Exercise:
The required result is each line of the entries below containing the string "labels".

Stored data entries
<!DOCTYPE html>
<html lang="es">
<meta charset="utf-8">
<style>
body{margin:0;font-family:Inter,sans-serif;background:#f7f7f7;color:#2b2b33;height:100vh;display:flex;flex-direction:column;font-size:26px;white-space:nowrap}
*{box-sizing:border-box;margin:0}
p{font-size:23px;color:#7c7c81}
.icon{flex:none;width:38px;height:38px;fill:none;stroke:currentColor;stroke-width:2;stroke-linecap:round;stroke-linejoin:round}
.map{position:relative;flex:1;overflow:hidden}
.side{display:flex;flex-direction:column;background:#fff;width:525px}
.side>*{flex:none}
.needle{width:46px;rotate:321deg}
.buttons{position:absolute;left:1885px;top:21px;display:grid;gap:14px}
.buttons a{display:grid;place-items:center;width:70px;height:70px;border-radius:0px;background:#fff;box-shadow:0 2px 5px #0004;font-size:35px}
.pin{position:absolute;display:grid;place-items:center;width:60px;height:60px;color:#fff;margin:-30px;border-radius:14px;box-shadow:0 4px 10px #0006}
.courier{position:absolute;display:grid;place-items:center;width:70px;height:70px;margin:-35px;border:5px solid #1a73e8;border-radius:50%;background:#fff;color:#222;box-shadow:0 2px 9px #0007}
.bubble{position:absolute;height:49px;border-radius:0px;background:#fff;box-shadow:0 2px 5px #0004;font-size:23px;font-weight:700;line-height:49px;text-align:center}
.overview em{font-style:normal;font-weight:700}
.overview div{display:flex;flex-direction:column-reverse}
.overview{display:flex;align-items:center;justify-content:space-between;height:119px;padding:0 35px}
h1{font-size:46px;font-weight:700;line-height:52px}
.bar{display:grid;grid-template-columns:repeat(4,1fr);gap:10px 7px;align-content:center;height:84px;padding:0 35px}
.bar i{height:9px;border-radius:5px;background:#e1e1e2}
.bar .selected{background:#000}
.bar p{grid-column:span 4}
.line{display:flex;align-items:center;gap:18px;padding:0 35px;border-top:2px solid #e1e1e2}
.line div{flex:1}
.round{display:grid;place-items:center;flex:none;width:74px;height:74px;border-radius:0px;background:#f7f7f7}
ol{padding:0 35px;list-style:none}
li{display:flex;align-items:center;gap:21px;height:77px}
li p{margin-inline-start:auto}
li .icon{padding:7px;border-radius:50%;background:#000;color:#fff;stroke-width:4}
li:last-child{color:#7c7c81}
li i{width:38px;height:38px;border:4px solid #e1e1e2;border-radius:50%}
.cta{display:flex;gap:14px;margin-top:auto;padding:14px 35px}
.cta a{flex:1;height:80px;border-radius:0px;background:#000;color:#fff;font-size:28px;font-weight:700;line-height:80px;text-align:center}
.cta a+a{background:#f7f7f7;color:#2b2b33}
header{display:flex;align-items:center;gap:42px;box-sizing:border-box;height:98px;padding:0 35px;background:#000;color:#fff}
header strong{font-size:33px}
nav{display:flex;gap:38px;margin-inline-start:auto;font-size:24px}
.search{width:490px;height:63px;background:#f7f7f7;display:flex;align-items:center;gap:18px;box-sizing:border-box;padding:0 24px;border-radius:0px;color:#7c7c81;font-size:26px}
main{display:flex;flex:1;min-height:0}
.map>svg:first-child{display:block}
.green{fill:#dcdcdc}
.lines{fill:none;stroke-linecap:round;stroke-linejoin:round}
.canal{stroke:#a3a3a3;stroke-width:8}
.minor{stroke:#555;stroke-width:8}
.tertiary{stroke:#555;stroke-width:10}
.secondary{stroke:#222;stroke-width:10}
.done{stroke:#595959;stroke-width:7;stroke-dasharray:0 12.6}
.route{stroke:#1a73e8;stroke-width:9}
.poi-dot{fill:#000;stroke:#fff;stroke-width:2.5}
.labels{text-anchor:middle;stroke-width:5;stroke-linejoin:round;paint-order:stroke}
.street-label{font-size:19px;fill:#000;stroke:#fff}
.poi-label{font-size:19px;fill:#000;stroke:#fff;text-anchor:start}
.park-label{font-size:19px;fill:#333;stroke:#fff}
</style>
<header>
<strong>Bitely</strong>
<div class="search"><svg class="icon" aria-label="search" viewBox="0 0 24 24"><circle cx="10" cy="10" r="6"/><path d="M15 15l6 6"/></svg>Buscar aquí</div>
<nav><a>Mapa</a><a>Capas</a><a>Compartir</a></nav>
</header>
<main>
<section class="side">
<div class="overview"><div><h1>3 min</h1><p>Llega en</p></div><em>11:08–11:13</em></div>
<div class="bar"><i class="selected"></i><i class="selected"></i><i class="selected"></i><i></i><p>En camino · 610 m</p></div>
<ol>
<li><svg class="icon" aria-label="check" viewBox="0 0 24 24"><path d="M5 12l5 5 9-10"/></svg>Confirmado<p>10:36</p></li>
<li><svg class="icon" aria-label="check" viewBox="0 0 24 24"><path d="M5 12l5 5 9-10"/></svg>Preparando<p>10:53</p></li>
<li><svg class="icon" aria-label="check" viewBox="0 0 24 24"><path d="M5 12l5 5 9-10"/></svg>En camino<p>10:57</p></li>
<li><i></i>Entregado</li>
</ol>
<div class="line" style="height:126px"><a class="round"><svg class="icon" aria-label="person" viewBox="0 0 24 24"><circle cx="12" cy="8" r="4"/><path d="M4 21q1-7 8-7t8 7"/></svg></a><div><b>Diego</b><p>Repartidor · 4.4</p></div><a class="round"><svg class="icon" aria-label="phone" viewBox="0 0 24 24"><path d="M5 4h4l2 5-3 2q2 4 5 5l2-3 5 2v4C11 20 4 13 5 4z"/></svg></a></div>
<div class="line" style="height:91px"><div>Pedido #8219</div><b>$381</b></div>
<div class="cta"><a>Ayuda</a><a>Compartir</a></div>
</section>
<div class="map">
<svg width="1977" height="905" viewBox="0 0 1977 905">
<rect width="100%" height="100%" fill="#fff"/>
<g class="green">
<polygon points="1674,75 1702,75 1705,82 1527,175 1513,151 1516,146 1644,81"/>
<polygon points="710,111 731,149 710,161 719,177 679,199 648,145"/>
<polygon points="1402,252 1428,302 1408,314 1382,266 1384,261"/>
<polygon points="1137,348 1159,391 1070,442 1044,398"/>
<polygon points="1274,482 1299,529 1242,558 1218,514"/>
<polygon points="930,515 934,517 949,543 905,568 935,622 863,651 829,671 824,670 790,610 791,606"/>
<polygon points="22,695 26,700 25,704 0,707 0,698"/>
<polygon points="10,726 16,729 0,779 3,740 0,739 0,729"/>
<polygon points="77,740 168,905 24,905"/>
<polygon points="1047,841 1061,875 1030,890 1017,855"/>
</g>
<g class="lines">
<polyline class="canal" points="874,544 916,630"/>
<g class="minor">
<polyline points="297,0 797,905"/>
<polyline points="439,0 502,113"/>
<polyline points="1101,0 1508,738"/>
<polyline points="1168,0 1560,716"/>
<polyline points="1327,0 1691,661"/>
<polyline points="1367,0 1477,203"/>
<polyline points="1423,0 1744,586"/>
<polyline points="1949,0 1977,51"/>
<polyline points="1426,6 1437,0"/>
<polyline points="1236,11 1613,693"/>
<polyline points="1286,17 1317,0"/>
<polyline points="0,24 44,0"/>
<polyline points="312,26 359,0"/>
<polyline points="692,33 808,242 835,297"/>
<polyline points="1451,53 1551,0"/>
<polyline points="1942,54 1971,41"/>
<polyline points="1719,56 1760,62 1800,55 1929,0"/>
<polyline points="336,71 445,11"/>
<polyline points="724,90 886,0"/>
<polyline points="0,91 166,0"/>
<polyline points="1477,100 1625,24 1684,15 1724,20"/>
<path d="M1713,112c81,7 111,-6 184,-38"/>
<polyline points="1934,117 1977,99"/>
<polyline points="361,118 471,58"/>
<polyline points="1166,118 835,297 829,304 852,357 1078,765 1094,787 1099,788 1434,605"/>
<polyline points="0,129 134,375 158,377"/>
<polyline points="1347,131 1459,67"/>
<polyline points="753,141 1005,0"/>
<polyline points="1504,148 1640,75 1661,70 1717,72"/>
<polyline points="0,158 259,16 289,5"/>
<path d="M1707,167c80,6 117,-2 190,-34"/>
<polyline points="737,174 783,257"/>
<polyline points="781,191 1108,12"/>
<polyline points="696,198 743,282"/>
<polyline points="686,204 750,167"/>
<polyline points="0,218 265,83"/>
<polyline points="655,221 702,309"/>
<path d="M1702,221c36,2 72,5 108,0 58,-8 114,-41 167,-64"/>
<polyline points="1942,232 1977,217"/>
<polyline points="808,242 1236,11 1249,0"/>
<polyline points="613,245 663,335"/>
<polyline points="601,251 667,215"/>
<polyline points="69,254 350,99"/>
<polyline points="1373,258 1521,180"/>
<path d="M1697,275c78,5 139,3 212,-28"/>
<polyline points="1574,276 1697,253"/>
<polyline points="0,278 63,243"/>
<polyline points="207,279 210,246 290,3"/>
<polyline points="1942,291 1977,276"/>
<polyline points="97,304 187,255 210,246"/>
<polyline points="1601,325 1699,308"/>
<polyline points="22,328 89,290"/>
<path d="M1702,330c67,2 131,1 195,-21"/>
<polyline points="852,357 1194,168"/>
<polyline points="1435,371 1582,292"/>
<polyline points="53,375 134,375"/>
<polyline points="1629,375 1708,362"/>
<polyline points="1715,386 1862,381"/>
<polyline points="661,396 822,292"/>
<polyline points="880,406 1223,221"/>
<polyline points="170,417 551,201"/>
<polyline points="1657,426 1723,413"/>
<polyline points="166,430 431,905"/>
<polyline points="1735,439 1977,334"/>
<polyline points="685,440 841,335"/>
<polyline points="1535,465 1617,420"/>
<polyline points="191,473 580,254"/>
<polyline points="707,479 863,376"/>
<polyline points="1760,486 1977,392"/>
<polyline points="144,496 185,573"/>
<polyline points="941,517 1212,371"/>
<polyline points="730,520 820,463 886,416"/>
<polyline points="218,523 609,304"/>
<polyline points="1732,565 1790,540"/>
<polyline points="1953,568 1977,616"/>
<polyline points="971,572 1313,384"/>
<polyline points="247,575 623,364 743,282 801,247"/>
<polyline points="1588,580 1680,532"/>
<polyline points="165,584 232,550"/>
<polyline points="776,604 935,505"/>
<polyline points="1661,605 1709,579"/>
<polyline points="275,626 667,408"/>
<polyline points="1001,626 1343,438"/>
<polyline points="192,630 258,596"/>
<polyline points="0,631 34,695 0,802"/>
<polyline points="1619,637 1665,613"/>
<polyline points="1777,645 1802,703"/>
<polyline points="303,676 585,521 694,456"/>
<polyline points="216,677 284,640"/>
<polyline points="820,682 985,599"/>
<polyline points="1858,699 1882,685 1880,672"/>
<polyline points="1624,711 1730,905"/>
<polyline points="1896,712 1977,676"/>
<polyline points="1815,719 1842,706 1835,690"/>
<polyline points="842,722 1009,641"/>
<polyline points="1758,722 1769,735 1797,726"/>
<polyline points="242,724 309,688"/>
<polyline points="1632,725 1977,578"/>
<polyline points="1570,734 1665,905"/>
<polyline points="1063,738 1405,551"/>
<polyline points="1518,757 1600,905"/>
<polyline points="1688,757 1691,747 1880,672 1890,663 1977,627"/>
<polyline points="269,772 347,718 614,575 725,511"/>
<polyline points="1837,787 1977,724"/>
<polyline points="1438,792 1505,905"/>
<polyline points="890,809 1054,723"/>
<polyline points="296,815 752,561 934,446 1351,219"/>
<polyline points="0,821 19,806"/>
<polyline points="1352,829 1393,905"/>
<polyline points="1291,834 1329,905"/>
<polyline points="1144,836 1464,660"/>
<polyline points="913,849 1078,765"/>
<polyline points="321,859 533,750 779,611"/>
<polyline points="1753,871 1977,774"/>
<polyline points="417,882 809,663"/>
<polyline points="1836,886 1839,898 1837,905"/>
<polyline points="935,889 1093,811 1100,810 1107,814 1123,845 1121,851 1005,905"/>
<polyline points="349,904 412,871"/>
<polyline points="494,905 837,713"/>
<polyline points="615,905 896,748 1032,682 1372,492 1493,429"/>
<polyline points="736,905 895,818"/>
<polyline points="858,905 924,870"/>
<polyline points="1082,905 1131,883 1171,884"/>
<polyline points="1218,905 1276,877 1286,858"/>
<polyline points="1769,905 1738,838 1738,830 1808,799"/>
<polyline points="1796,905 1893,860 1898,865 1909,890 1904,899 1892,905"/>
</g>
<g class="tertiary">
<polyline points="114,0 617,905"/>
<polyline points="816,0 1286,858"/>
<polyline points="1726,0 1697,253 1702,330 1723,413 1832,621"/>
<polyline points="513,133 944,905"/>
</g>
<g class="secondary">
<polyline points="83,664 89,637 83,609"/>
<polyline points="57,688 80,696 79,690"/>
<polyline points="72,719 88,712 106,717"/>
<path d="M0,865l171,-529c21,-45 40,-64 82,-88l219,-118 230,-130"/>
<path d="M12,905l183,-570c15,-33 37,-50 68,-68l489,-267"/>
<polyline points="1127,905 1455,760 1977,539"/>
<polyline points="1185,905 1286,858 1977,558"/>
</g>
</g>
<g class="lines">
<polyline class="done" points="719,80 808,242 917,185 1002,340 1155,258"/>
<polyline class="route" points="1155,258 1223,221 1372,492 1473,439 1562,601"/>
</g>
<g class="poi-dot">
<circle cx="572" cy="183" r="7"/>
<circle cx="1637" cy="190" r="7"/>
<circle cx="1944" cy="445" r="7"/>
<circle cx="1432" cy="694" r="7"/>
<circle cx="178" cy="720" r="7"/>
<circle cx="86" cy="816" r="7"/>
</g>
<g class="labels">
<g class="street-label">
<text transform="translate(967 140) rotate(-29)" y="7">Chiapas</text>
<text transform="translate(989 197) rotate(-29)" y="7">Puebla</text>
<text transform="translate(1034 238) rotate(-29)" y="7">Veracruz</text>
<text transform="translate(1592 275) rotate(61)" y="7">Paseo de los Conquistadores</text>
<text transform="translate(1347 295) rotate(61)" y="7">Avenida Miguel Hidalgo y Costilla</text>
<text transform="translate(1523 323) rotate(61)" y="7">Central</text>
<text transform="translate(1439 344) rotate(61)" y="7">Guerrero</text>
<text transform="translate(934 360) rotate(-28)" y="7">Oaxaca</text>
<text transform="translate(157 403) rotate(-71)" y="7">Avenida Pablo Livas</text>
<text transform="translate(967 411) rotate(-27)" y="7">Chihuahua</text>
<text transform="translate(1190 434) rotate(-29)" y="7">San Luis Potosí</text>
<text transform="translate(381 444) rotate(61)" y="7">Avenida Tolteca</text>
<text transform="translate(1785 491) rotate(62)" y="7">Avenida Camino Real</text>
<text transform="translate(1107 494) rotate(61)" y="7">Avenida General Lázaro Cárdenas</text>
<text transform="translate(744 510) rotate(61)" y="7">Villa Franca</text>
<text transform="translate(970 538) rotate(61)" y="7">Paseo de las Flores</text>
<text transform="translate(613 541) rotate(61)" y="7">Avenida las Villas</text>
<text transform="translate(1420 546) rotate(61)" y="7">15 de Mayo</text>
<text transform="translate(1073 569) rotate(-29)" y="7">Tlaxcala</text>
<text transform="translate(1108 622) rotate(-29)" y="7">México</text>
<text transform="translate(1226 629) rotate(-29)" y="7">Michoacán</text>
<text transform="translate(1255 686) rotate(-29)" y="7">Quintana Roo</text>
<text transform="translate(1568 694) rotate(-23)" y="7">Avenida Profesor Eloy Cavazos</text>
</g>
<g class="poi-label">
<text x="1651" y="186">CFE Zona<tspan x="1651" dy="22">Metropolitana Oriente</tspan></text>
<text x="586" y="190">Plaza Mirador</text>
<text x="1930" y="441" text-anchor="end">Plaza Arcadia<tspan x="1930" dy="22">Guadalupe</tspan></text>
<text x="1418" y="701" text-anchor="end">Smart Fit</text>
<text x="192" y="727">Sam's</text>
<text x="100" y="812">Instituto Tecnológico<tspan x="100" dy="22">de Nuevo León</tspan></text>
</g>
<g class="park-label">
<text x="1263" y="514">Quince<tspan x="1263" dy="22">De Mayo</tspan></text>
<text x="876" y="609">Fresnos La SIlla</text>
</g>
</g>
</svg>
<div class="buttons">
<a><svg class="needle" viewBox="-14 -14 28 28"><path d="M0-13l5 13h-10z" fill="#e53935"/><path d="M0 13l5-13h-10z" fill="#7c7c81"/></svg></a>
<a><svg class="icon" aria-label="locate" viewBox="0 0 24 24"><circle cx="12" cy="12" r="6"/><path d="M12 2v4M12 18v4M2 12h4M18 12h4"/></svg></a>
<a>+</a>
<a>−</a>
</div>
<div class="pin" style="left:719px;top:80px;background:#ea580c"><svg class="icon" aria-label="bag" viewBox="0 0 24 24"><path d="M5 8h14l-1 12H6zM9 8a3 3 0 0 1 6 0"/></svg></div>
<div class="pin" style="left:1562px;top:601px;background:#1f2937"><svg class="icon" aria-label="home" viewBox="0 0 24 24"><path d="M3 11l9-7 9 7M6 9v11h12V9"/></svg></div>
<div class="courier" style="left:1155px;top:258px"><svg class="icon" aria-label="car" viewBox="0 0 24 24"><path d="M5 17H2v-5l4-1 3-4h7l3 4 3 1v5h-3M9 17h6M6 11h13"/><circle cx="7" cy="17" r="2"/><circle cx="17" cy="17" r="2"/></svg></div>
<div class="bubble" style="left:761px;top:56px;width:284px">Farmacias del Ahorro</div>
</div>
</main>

Worked solution:
.labels{text-anchor:middle;stroke-width:5;stroke-linejoin:round;paint-order:stroke}
<g class="labels">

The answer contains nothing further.